Alguns textos deslocam o foco da Europa e Estados Unidos e abordam a significação dos artesanatos tradicionais em países africanos e asiáticos, assim como as  transformações geradas pelo avanço da globalização. O estudo de David T. Doris sobre o impacto, na Nigéria, da comercialização a baixíssimo custo de tecidos rejeitados por fábricas norte-americanas revela o desequilíbrio abissal do mundo contemporâneo.   

A grande angular de Adamson inclui textos sobre a artesania na utilização de programas de computador (artesanato digital); o emprego de trabalhos manuais associados ao doméstico e ao feminino, como o tricot e o patchwork, na criação de obras de arte contemporâneas de cunho político, assim como o tratamento curatorial dedicado a este fenômeno.

Uma ausência evidente é o ensaio de Enzo Mari,  Dov´è l´artigiano,  no entanto  citado com ênfase por Andrea Branzi. A reflexão de Mari sobre a necessidade de o design mobilizar a habilidade e a criatividade do operário-artesão constitui texto fundamental, porém de difícil acesso, sobre a interação entre design e artesanato.
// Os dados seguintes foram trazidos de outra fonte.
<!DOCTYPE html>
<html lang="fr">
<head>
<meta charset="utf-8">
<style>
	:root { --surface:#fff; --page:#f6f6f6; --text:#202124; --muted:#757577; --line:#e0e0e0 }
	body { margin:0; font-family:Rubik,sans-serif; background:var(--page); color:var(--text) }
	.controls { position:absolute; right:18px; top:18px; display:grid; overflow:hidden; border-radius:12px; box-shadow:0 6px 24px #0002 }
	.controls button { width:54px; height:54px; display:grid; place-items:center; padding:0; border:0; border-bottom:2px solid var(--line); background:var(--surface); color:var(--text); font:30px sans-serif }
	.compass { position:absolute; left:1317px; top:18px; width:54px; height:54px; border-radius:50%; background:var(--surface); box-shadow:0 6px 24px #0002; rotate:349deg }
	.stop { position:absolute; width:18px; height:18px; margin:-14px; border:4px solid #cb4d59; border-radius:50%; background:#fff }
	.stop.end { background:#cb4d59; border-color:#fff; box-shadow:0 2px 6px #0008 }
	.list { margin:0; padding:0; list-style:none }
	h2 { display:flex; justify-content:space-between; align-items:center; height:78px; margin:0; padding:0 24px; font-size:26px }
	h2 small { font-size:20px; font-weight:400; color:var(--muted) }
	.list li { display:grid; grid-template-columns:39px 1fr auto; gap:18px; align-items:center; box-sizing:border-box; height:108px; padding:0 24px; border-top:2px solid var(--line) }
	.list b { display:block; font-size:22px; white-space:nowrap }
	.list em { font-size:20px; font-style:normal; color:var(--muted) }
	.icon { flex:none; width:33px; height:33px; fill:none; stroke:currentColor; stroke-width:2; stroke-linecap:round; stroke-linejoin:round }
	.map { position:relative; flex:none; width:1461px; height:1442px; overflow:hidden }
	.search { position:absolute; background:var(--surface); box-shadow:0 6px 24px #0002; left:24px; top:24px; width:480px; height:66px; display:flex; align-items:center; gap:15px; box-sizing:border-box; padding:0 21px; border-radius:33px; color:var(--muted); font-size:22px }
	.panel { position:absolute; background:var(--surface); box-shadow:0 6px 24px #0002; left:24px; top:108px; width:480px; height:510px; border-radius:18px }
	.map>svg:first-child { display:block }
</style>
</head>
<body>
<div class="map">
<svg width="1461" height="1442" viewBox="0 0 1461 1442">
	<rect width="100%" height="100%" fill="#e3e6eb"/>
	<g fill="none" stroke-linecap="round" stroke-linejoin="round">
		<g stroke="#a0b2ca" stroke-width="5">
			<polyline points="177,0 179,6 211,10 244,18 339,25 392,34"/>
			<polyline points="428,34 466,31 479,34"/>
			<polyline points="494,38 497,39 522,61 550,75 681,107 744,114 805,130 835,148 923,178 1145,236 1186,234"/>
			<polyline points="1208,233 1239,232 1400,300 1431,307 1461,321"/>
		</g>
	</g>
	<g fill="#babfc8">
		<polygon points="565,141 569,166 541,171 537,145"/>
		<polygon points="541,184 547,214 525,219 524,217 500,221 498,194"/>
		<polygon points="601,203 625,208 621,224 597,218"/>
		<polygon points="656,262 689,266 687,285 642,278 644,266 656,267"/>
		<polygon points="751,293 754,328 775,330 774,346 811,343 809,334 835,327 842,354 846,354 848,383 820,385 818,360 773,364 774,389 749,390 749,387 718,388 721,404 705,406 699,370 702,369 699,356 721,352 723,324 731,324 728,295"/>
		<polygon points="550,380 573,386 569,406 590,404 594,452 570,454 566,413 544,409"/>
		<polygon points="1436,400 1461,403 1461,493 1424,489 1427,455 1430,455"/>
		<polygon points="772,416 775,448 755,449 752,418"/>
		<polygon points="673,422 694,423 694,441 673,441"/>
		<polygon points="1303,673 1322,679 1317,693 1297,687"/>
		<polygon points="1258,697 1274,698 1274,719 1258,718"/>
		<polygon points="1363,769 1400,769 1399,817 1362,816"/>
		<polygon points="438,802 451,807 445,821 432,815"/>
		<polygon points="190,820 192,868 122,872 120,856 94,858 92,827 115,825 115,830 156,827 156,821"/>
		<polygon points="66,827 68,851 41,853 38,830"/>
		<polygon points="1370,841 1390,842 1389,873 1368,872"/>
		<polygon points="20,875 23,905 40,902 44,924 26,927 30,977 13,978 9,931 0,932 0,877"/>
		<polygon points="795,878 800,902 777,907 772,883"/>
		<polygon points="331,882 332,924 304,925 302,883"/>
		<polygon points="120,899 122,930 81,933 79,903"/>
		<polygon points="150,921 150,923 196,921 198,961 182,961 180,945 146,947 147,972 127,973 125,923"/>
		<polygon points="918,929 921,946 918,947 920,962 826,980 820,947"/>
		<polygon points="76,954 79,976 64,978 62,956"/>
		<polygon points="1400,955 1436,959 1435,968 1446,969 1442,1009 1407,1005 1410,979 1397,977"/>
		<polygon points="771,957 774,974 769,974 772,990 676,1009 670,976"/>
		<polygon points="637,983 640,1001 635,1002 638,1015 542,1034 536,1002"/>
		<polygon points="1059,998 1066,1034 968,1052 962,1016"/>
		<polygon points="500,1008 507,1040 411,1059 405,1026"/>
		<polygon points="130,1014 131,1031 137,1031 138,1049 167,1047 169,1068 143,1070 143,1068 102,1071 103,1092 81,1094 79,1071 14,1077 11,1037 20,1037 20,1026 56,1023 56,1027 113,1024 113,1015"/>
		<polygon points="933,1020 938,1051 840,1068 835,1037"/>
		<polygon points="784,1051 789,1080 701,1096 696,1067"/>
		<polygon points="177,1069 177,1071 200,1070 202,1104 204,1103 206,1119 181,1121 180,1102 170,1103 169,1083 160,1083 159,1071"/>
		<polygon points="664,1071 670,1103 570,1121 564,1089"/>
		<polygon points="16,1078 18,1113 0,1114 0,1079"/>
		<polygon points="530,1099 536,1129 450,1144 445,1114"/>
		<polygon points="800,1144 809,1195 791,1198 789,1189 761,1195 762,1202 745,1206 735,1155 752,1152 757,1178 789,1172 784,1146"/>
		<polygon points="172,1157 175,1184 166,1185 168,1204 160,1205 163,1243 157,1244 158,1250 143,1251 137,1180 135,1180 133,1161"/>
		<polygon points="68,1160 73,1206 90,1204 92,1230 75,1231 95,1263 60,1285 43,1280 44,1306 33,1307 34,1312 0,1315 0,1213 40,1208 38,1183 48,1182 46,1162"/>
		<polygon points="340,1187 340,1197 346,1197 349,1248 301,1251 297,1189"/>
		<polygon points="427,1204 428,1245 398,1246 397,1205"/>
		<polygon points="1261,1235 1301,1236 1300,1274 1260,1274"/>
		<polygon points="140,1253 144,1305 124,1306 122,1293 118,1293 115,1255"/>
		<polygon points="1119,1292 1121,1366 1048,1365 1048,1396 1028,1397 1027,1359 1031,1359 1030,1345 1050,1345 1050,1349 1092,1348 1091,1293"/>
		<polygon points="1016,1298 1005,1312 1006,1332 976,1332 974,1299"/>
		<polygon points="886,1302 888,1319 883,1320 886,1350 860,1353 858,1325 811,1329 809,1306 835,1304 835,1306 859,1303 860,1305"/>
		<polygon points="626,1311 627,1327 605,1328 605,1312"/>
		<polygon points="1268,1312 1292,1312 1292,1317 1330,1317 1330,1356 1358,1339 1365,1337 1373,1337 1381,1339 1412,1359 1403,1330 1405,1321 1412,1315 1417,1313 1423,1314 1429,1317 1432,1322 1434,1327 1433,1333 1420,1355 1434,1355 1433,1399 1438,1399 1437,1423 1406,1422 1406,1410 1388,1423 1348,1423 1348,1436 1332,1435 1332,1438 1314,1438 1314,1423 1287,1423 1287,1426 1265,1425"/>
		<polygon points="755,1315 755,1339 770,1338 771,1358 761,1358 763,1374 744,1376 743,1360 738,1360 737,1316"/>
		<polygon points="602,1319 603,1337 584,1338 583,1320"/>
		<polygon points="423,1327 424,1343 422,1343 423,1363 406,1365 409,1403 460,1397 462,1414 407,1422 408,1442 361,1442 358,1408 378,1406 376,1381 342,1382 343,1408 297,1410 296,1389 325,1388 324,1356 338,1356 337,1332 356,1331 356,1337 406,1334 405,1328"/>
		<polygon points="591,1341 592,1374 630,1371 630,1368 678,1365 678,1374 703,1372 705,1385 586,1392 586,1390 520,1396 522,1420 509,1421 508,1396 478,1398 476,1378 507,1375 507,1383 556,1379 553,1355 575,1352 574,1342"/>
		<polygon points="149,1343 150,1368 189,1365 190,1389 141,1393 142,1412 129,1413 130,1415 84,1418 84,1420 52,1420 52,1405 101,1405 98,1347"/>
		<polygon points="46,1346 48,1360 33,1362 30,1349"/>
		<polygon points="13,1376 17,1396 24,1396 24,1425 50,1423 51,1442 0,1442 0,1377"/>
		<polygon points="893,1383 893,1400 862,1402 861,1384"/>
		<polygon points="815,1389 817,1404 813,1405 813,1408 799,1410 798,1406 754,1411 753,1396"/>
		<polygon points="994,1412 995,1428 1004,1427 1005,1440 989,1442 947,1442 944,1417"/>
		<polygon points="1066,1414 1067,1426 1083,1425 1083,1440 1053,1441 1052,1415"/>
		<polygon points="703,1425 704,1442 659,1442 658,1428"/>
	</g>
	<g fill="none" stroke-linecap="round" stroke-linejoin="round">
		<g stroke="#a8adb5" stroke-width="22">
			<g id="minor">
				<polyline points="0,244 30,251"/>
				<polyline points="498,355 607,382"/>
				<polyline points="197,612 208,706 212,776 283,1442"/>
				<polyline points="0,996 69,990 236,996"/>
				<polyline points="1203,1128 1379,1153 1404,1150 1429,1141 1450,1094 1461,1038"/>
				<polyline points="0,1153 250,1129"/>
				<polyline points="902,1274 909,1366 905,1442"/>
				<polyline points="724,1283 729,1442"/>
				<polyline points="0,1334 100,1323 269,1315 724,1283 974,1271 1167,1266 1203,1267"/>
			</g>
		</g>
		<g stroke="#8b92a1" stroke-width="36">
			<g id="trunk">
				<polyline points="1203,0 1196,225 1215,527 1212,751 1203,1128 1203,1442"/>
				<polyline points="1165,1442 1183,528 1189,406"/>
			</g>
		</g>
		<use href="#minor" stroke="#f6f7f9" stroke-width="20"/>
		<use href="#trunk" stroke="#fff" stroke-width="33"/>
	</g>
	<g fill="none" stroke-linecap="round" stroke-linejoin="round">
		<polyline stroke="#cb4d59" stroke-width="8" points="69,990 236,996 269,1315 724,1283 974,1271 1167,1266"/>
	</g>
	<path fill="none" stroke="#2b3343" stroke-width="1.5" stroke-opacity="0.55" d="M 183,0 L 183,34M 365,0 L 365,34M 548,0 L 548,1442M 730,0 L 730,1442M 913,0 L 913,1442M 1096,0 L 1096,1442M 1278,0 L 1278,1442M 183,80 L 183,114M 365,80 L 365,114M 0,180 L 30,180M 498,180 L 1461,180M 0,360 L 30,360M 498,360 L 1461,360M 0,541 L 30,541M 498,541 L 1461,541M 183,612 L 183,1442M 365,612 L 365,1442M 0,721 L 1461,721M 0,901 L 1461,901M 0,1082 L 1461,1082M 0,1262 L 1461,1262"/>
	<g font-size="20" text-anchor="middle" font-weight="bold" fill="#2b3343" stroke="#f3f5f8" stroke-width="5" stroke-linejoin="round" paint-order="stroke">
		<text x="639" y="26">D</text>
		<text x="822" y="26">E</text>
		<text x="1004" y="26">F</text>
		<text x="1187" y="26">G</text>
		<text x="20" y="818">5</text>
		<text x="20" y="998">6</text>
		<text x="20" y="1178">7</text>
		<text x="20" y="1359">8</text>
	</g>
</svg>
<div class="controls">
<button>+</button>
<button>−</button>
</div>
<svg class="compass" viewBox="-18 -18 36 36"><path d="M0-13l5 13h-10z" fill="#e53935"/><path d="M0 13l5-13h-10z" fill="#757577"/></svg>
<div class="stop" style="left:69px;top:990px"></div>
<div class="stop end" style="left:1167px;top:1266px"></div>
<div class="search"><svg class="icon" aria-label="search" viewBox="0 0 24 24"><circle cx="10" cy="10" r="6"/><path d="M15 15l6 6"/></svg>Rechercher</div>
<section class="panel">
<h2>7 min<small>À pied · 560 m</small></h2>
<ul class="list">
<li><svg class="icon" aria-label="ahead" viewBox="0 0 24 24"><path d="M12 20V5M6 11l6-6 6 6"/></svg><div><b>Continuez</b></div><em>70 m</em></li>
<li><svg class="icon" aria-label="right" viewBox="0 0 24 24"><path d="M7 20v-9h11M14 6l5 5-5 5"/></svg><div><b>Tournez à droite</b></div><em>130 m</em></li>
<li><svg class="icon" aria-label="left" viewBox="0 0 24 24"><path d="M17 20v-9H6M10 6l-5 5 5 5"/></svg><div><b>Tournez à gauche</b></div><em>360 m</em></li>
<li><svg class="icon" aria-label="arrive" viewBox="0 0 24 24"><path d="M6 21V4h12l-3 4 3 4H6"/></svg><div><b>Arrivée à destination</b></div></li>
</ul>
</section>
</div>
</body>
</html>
Outras ausências notáveis são A arte decorativa hoje, de Le Corbusier, cuja influência foi determinante  na desqualificação do objeto artesanal perante o industrial durante a vigência do alto modernismo, e Uso e Contemplação, de Octavio Paz, que flagrou o ressurgimento do interesse pelos artesanatos em meados dos anos setenta.

Ausências não comprometem, porém, a importância da antologia. Tendo muito a descobrir, cada leitor identificará a constelação de textos que mais lhe interessa, inspira ou surpreende dentre os setenta e seis que compõem o volume. As introduções às diferentes seções, assim como as apresentações individuais aos textos trazem informações e observações valiosas.

A contribuição brasileira fica por conta de Rafael Cardoso, em artigo até então inédito, no qual o historiador do design e da arte lança a hipótese de superação da dicotomia entre design e artesanato por intermédio das novas tecnologias.

Gilberto Paim é ceramista e escritor. Autor de A beleza sob suspeita, o ornamento em Ruskin, Loos, Lloyd Wright, Le Corbusier e outros, Jorge Zahar Editor, Rio de Janeiro, e Elizabeth Fonseca e Gilberto Paim, Viana & Mosley, Rio de Janeiro.